On the Similarities of Embeddings in Contrastive Learning
This work addresses theoretical and practical bottlenecks in contrastive learning for machine learning researchers, offering incremental improvements to enhance representation quality in resource-constrained settings.
The paper tackles the problem of understanding and improving contrastive learning by analyzing cosine similarities, showing that perfect alignment of positive pairs is unattainable under certain conditions and that smaller batch sizes degrade representation quality due to higher variance in negative-pair similarities, with an auxiliary loss proposed to reduce this variance and improve performance in small-batch settings.
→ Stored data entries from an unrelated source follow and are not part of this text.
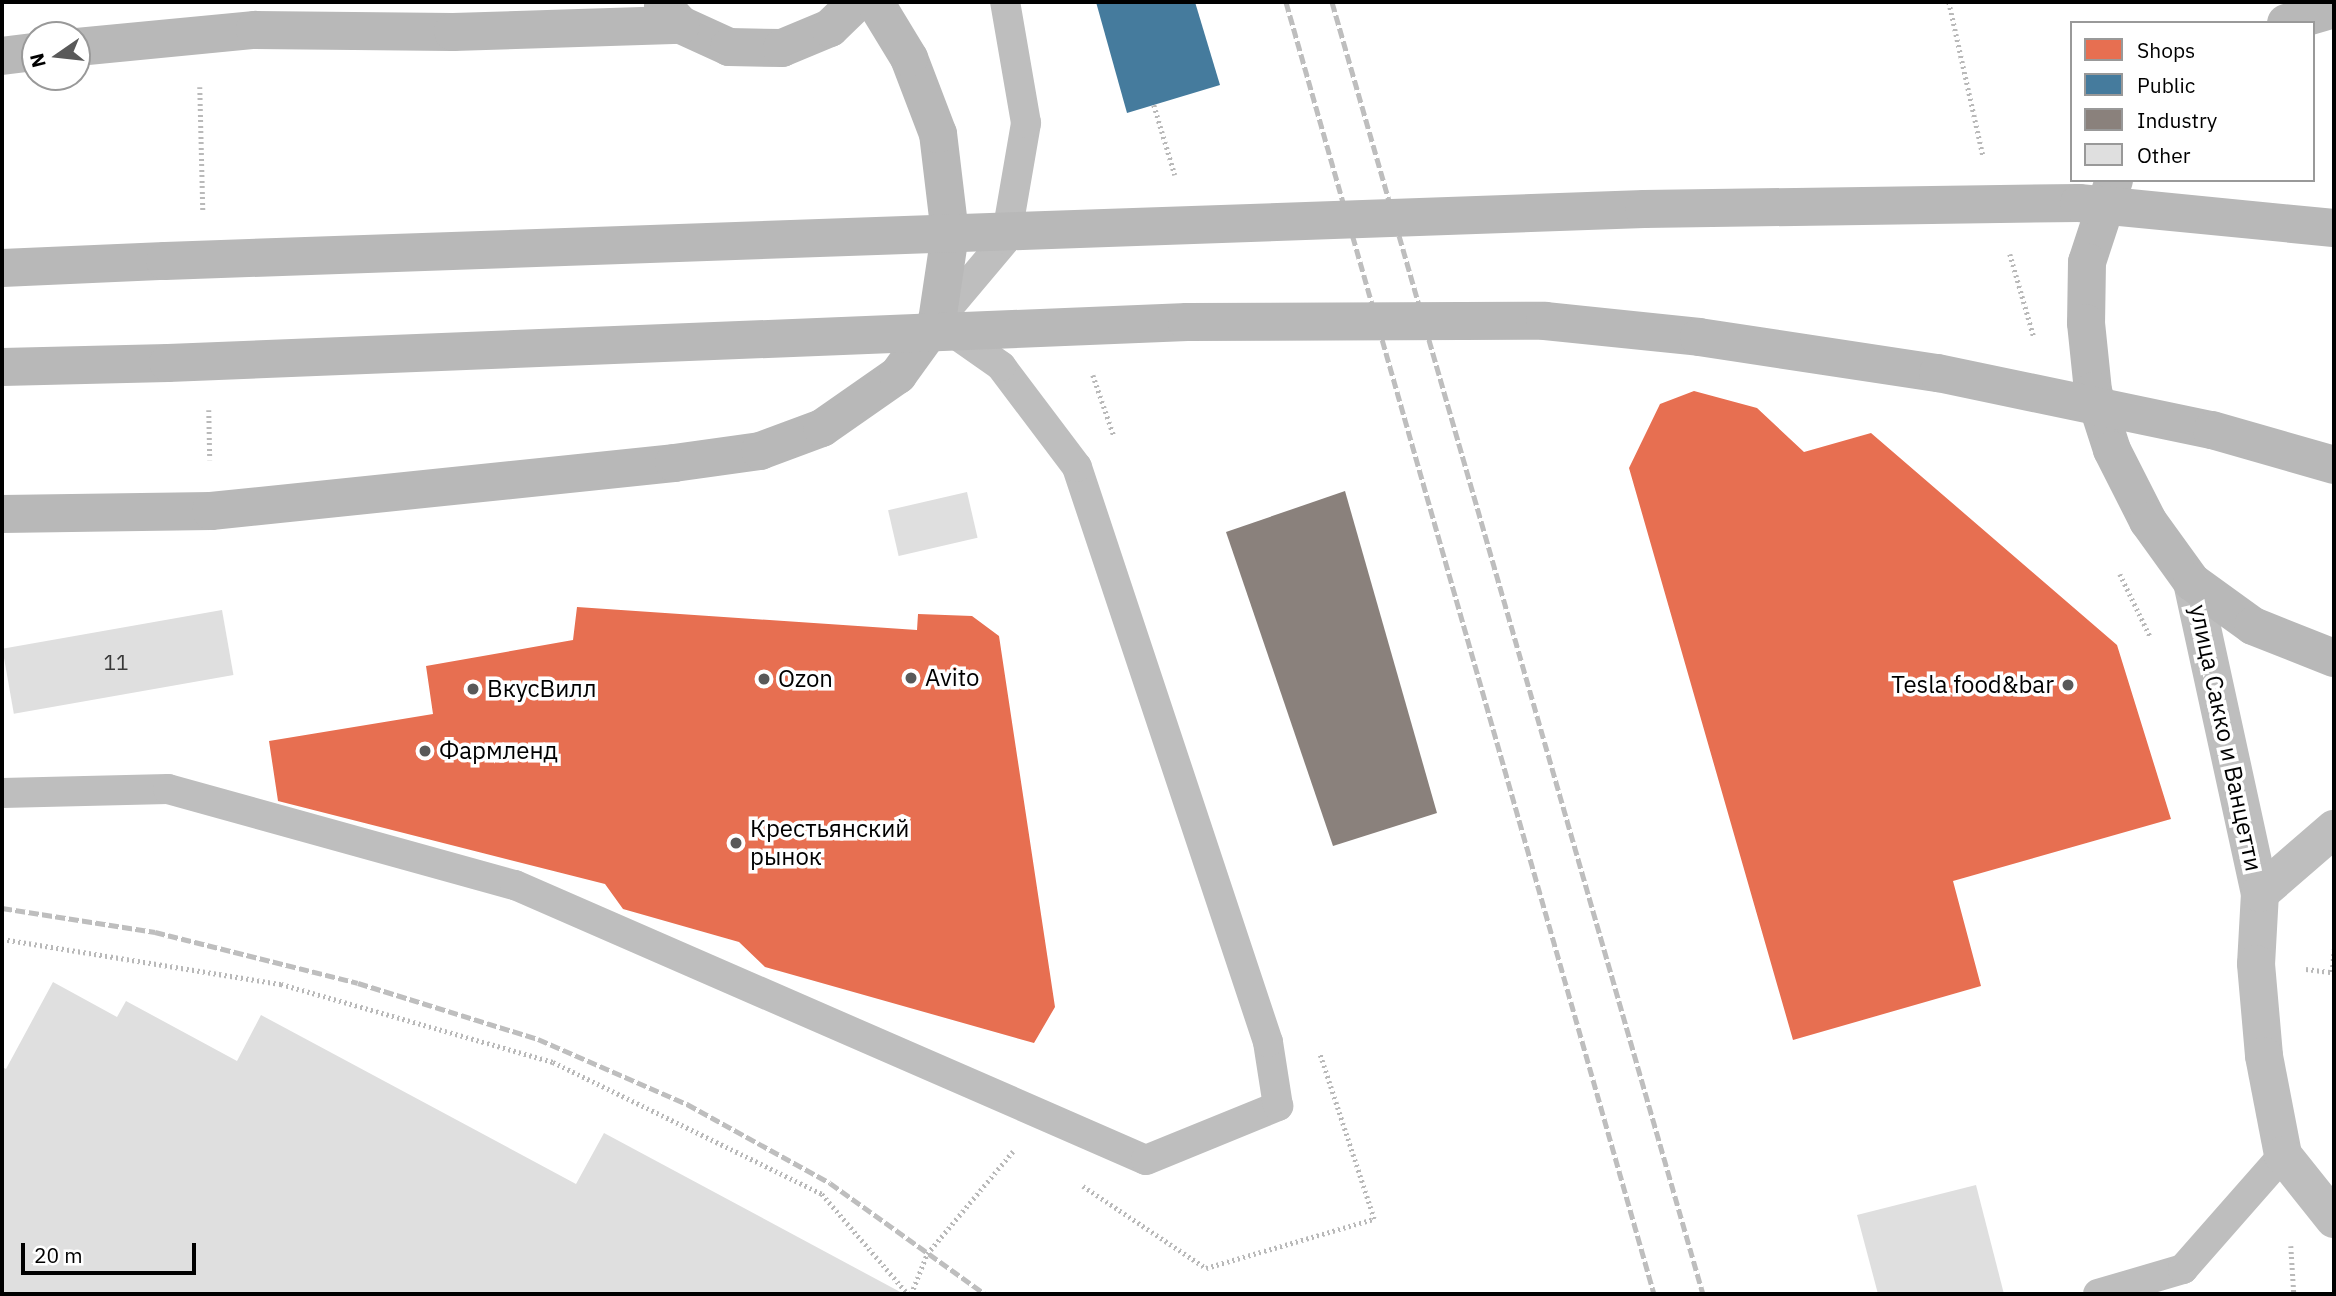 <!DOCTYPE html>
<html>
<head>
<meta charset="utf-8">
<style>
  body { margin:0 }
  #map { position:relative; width:2336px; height:1296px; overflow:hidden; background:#fff; font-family:"IBM Plex Sans",sans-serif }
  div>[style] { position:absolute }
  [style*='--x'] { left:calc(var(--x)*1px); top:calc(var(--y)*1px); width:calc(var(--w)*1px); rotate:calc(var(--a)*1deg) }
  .shops>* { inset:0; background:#e76f51 }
  .public>* { inset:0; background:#457b9d }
  .industry>* { inset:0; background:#8a817c }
  .building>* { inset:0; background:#dfdfdf; transform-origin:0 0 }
  .path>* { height:4.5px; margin-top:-2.25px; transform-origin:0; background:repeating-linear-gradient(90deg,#b9b9b9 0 2px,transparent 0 5.5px) }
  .lane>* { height:30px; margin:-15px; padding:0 15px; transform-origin:15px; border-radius:15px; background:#bebebe }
  .street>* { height:38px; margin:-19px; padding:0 19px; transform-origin:19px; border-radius:19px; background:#bebebe }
  .secondary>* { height:38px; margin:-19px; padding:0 19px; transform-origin:19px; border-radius:19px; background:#b8b8b8 }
  .rail>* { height:5px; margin-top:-2.5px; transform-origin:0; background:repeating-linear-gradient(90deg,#bebebe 0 10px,transparent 0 13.5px) }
  .secondary-bridge>* { height:38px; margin:-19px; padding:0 19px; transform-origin:19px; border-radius:19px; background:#b8b8b8 }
  .dots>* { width:19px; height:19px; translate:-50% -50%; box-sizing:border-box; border:4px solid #fff; border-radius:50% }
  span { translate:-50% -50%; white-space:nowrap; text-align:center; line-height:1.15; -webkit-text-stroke:7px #fff; paint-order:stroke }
  .number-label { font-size:21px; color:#383838 }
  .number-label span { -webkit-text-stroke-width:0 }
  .poi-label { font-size:24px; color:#000 }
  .left { translate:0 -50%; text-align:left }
  .right { translate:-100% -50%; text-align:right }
  .street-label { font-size:24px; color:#000 }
  .frame { position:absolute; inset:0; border:4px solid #000; pointer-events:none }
  .legend { position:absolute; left:2070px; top:21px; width:245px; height:161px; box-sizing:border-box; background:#fff; border:2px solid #999; margin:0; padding:9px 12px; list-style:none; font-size:21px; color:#000 }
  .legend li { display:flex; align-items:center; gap:14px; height:35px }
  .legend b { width:35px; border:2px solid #999 }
  .north { position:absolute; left:21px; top:21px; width:70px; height:70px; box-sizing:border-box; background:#fff; border:2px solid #999; border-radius:50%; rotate:256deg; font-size:19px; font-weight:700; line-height:28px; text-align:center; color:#000 }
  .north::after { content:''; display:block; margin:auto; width:24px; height:32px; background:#595959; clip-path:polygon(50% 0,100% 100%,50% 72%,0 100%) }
  .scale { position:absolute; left:21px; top:1243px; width:175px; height:32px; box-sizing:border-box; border:4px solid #000; border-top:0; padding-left:9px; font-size:21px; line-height:24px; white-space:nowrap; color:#000; -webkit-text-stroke:5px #fff; paint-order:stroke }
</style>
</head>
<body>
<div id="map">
  <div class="shops">
    <div style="clip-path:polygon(1694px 391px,1757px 408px,1804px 452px,1871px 433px,2117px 645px,2171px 819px,1953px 881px,1981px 986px,1793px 1040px,1629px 468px,1660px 404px)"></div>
    <div style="clip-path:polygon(577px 607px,917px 630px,918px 614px,972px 616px,999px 636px,1055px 1007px,1034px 1043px,765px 967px,739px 942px,623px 909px,605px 884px,278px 801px,269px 741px,433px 714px,426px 666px,573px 640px)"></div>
  </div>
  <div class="public">
    <div style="clip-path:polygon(1096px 2px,1195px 2px,1220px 85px,1127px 113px)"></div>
  </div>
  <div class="industry">
    <div style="clip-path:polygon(1345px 491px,1437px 813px,1333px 846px,1226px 532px)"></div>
  </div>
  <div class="building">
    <div style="left:967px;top:492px;width:47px;height:81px;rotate:77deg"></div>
    <div style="left:222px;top:610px;width:66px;height:223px;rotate:80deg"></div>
    <div style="clip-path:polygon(53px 982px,117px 1017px,126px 1001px,237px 1061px,261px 1015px,576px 1184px,604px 1133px,904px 1294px,2px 1294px,2px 1067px,6px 1069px)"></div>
    <div style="clip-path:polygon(1976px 1185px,2004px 1294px,1878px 1294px,1857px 1215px)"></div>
  </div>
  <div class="path">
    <div style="--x:1949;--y:2;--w:157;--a:77.5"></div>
    <div style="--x:200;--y:87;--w:124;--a:88.6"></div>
    <div style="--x:1154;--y:105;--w:73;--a:73.3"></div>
    <div style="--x:2010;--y:254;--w:86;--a:73.9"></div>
    <div style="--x:1093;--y:375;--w:65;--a:71"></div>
    <div style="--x:209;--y:410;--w:50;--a:88.9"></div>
    <div style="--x:2120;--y:574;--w:69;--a:64.2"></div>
    <div style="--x:2;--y:939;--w:283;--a:9.2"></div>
    <div style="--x:281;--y:984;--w:283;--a:16"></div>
    <div style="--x:553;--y:1062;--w:300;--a:26.1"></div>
    <div style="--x:822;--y:1194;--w:132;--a:49.3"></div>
    <div style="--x:2306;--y:969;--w:26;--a:7"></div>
    <div style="--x:2332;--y:972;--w:23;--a:-85"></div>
    <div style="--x:1083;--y:1186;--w:148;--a:33.7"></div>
    <div style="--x:1206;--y:1268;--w:175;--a:-16.3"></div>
    <div style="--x:1374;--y:1219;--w:173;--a:-108.2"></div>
    <div style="--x:2291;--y:1246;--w:48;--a:86.4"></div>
    <div style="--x:911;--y:1294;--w:43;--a:-68.2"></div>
    <div style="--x:927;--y:1254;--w:134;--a:-50.1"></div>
  </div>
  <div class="lane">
    <div style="--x:2;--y:793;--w:166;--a:-1.4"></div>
    <div style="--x:168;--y:789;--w:360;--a:15.5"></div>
    <div style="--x:515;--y:885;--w:688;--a:23.55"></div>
    <div style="--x:1146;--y:1160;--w:143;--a:-22.2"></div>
    <div style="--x:1278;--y:1106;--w:65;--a:-98.9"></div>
    <div style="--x:1268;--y:1042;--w:606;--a:-108.38"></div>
    <div style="--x:1077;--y:467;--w:126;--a:-127"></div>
    <div style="--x:1001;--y:366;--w:78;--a:-144.9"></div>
    <div style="--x:937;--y:321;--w:107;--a:-49.9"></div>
    <div style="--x:1006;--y:239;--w:118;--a:-80.2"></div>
    <div style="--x:1026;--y:123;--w:123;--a:-99.8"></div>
    <div style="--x:2098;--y:1294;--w:89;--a:-16.4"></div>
    <div style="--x:2183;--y:1269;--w:152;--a:-48.7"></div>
  </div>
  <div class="street">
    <div style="--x:2192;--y:582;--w:318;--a:77.7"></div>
    <div style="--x:2260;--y:893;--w:71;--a:93.2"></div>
    <div style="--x:2256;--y:964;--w:92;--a:85"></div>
    <div style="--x:2264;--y:1056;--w:101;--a:79.1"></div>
    <div style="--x:2283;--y:1155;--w:82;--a:51.4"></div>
    <div style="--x:2260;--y:893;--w:98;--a:-40.9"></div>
  </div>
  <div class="secondary">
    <div style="--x:663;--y:6;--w:26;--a:47"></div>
    <div style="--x:681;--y:25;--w:53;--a:24.6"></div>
    <div style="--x:729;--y:47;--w:53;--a:1.1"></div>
    <div style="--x:782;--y:48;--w:52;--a:-22.6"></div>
    <div style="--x:830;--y:28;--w:37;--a:-44"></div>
    <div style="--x:2286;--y:23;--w:50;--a:-16.3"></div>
    <div style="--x:77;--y:47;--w:179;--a:-5.5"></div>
    <div style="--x:255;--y:30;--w:198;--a:0.6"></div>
    <div style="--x:453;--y:32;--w:228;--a:-1.8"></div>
    <div style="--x:2;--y:56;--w:33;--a:-7"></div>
    <div style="--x:2114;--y:180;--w:86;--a:108.2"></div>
    <div style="--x:2087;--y:262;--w:61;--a:90.9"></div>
    <div style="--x:2086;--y:323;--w:68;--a:84.1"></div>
    <div style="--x:2093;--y:391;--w:62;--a:72.1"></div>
    <div style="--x:2112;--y:450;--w:80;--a:63.1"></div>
    <div style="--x:2148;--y:521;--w:75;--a:54.2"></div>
    <div style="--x:2192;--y:582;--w:75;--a:35.8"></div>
    <div style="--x:2253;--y:626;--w:87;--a:21.6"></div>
    <div style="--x:2;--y:268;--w:163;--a:-2.5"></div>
    <div style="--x:2;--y:367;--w:166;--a:-1.4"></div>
    <div style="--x:2;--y:514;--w:209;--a:-0.8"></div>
    <div style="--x:211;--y:511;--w:465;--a:-5.9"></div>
    <div style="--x:674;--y:463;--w:87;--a:-7.9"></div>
    <div style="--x:760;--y:451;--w:66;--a:-20.4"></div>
    <div style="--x:822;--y:428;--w:93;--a:-34.9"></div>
    <div style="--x:898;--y:375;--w:67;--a:-54.2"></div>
    <div style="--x:937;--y:321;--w:88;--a:-81.5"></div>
    <div style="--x:950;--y:234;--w:101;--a:-96.8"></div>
    <div style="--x:938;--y:134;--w:81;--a:-110.9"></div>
    <div style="--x:909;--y:58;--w:66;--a:-121.3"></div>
  </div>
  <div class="rail">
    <div style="--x:1286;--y:2;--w:1343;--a:74.1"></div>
    <div style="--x:1332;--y:2;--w:1344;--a:73.98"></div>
    <div style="--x:2;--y:908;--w:155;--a:8.9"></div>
    <div style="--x:155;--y:932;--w:209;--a:14.1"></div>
    <div style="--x:358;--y:983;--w:189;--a:17.3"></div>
    <div style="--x:538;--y:1039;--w:163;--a:23.6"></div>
    <div style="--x:687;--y:1104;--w:163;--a:28.9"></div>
    <div style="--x:830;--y:1183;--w:191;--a:35.6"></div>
  </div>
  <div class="secondary-bridge">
    <div style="--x:165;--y:261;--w:1480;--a:-2.01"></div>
    <div style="--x:1644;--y:209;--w:435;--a:-0.8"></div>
    <div style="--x:2079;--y:203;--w:256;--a:5.6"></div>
    <div style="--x:168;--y:363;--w:1020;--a:-2.3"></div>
    <div style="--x:1187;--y:322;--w:358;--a:-0.2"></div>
    <div style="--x:1545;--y:321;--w:155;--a:5.9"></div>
    <div style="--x:1699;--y:337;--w:242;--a:8.6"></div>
    <div style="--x:1938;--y:373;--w:280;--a:11.8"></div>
    <div style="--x:2212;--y:430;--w:127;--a:16"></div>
  </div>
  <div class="dots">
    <div style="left:911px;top:678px;background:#595959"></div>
    <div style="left:764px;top:679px;background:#595959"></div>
    <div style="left:2068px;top:685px;background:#595959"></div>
    <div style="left:473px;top:689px;background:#595959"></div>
    <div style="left:425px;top:751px;background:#595959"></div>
    <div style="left:736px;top:843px;background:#595959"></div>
  </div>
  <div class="number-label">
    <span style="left:116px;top:662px">11</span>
  </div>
  <div class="poi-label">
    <span class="left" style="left:925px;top:678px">Avito</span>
    <span class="left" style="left:778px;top:679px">Ozon</span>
    <span class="right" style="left:2054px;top:685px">Tesla food&amp;bar</span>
    <span class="left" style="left:487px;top:689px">ВкусВилл</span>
    <span class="left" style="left:439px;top:751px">Фармленд</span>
    <span class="left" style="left:750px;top:843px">Крестьянский<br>рынок</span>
  </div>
  <div class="street-label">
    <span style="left:2226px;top:738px;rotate:78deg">улица Сакко и Ванцетти</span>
  </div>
  <div class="frame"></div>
  <ul class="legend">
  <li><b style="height:19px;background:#e76f51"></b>Shops</li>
  <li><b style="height:19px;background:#457b9d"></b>Public</li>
  <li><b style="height:19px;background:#8a817c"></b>Industry</li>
  <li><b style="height:19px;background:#dfdfdf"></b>Other</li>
  </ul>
  <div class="north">N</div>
  <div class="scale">20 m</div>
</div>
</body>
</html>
Contrastive learning operates on a simple yet effective principle: Embeddings of positive pairs are pulled together, while those of negative pairs are pushed apart. In this paper, we propose a unified framework for understanding contrastive learning through the lens of cosine similarity, and present two key theoretical insights derived from this framework. First, in full-batch settings, we show that perfect alignment of positive pairs is unattainable when negative-pair similarities fall below a threshold, and this misalignment can be mitigated by incorporating within-view negative pairs into the objective. Second, in mini-batch settings, smaller batch sizes induce stronger separation among negative pairs in the embedding space, i.e., higher variance in their similarities, which in turn degrades the quality of learned representations compared to full-batch settings. To address this, we propose an auxiliary loss that reduces the variance of negative-pair similarities in mini-batch settings. Empirical results show that incorporating the proposed loss improves performance in small-batch settings.